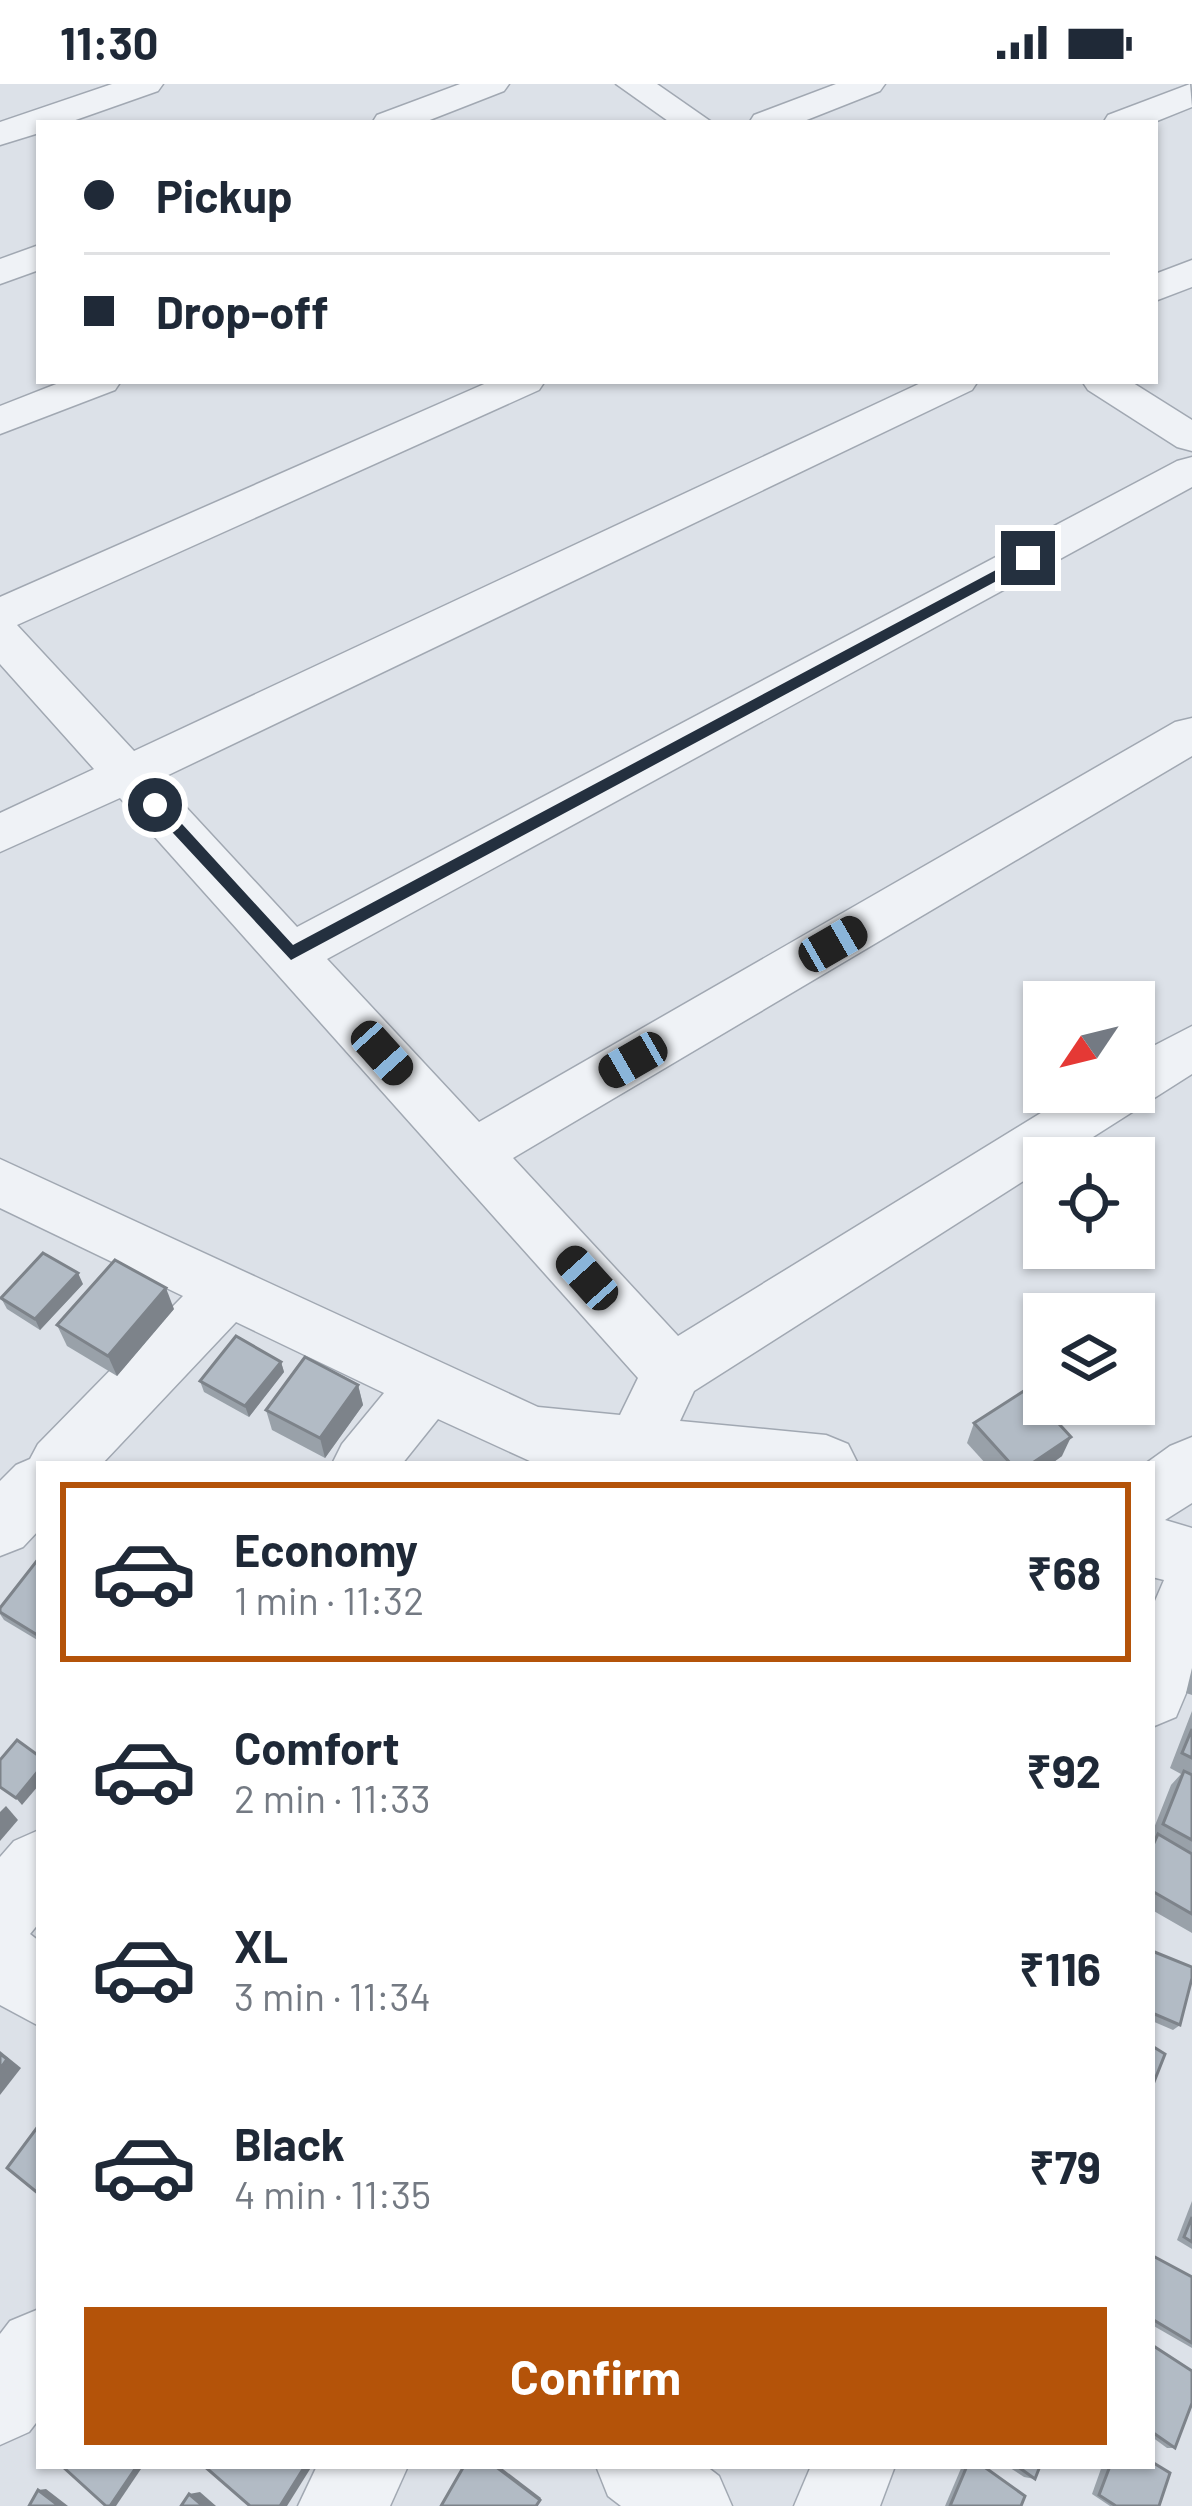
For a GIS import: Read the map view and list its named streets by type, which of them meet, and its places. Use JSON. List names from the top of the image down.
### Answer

* * *

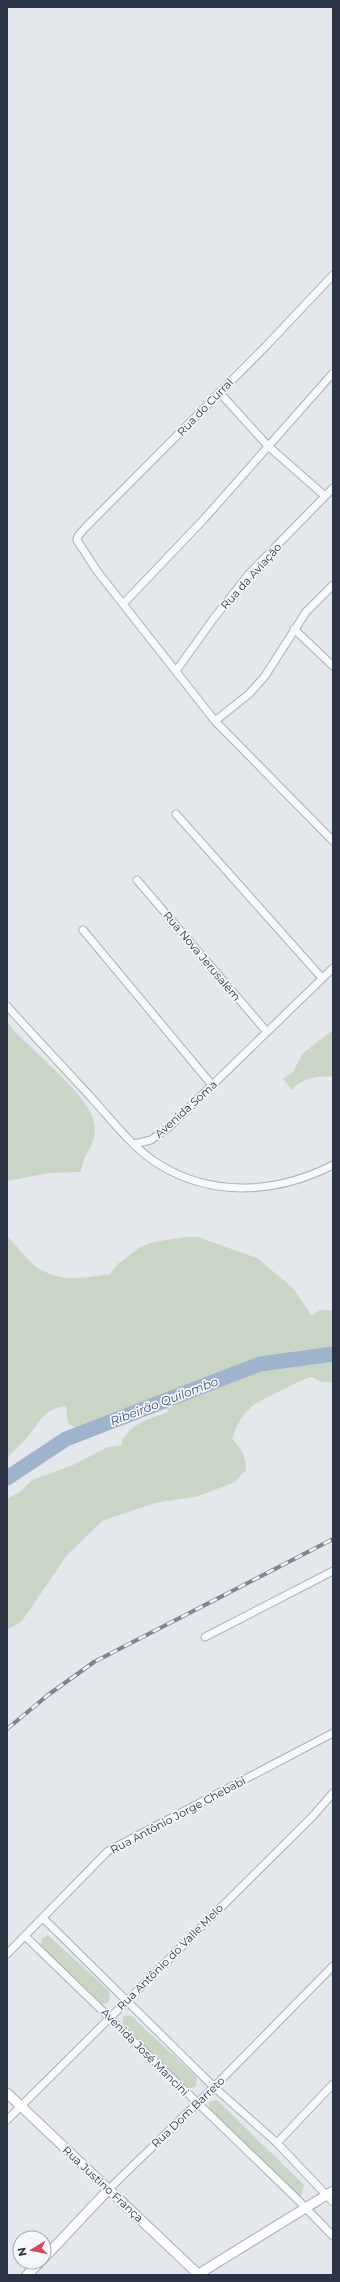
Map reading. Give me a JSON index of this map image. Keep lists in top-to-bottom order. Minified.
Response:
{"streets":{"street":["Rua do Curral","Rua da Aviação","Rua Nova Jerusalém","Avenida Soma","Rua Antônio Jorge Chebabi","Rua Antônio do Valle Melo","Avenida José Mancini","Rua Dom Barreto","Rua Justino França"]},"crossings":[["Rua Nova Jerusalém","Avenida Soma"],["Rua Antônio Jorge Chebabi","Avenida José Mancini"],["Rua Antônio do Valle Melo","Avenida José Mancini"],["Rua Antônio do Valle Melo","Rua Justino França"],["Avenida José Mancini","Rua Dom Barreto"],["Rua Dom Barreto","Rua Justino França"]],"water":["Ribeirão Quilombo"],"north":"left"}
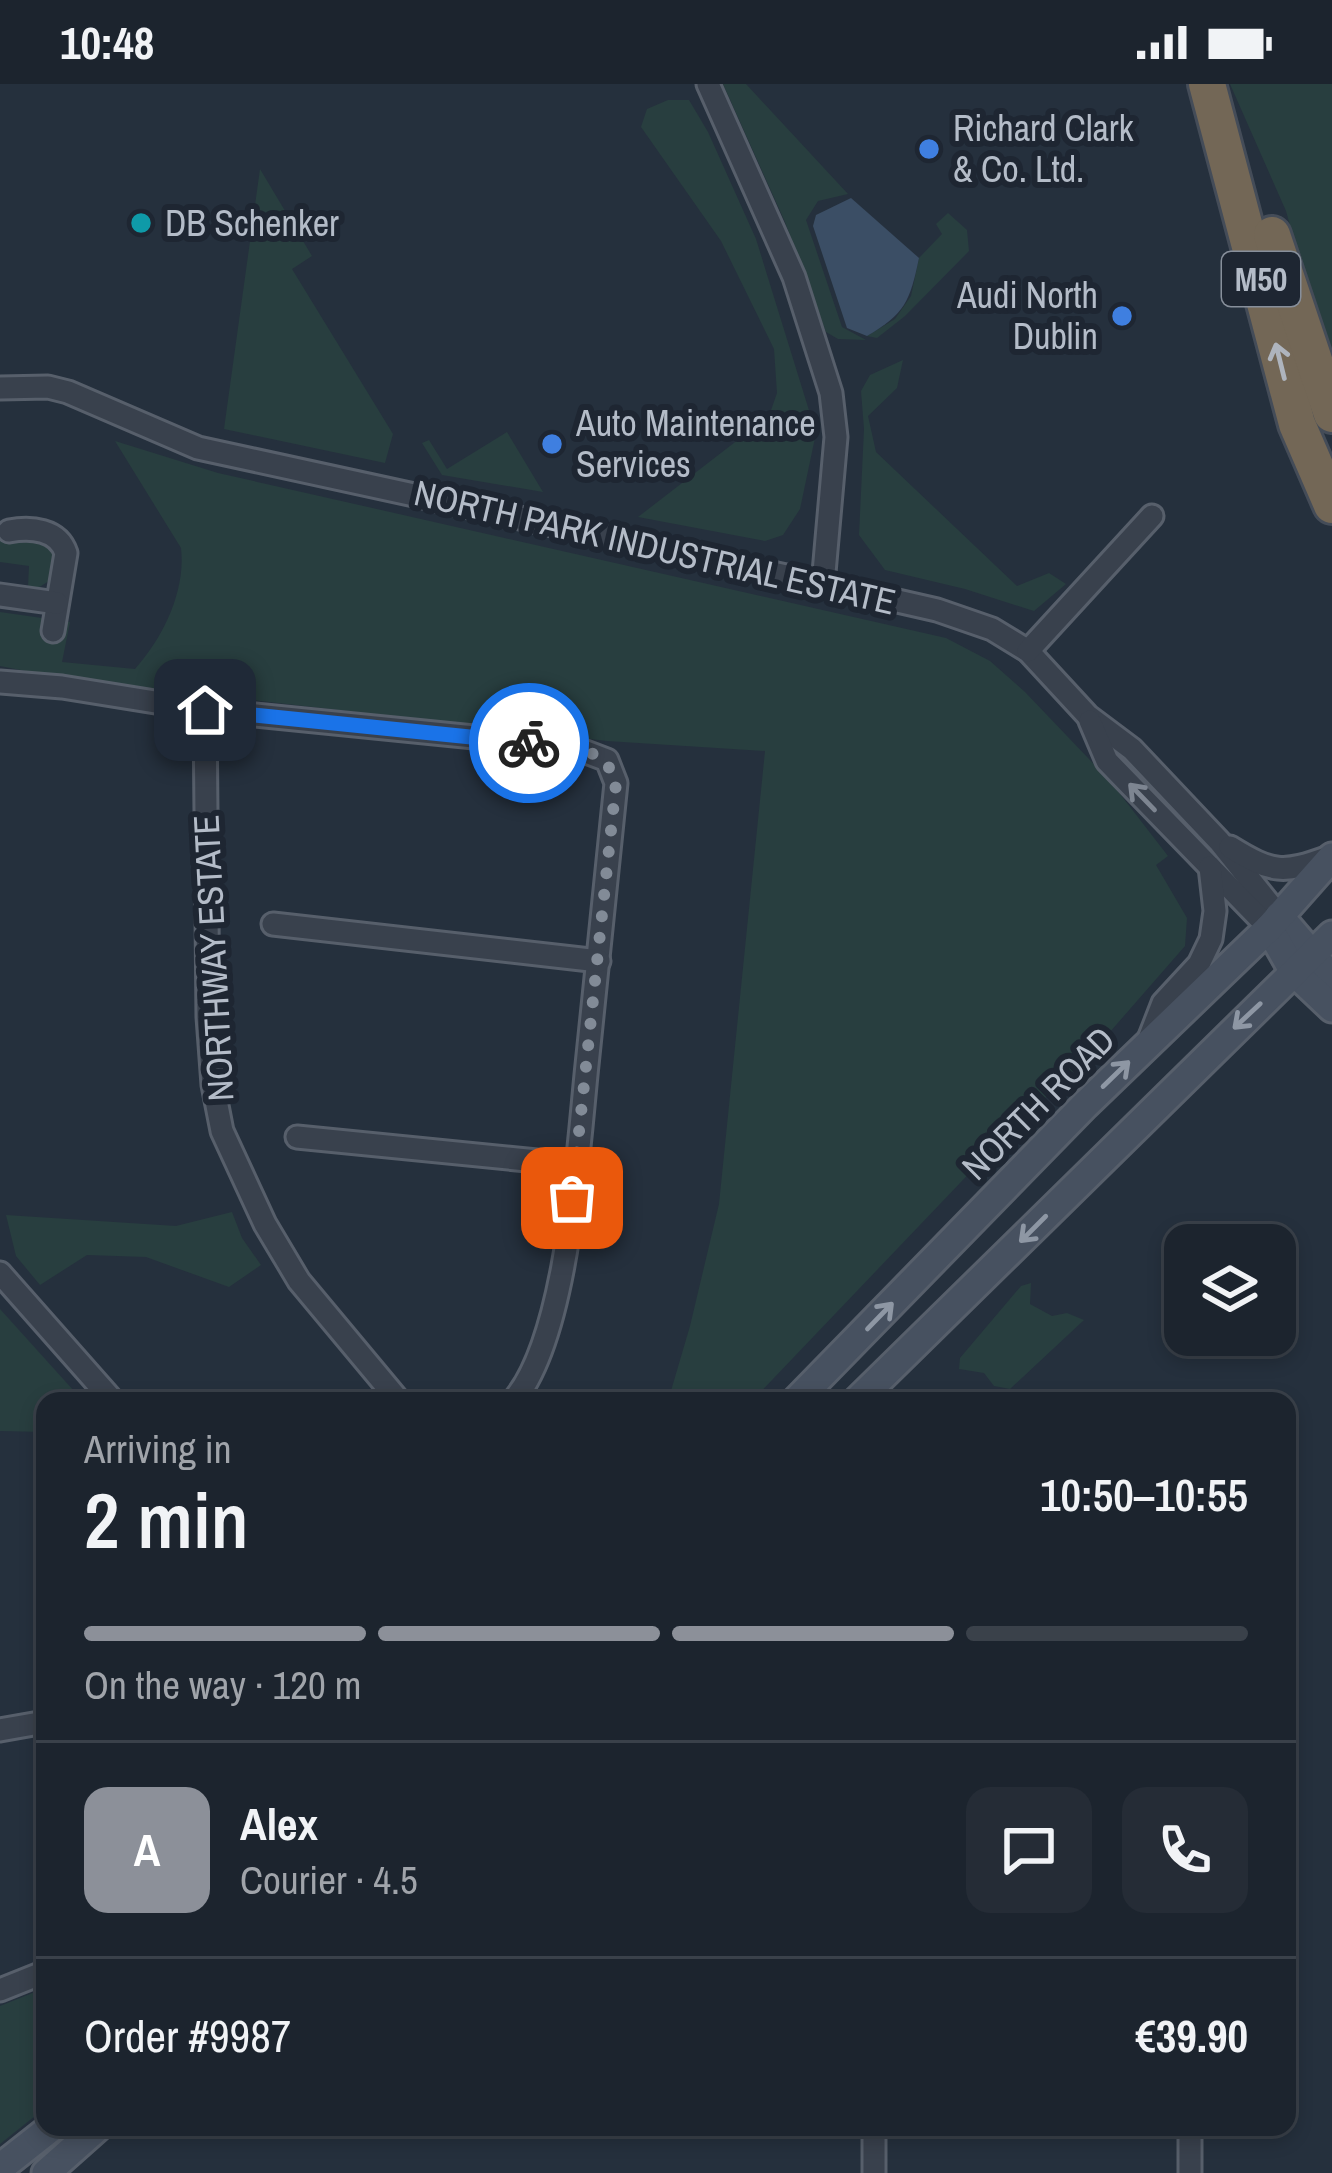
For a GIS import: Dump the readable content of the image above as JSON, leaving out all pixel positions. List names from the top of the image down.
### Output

▶ ABOUT THIS TASK
Copy each line of the listing that holds the word "down".

▶ RESPONSE BOX
For a GIS import: Read the map view and list its named streets by type, which of them meet, and its places. Use JSON. List names from the top of the image down.
For a GIS import: Dump the readable content of the image above as JSON, leaving out all pixel positions. List names from the top of the image down.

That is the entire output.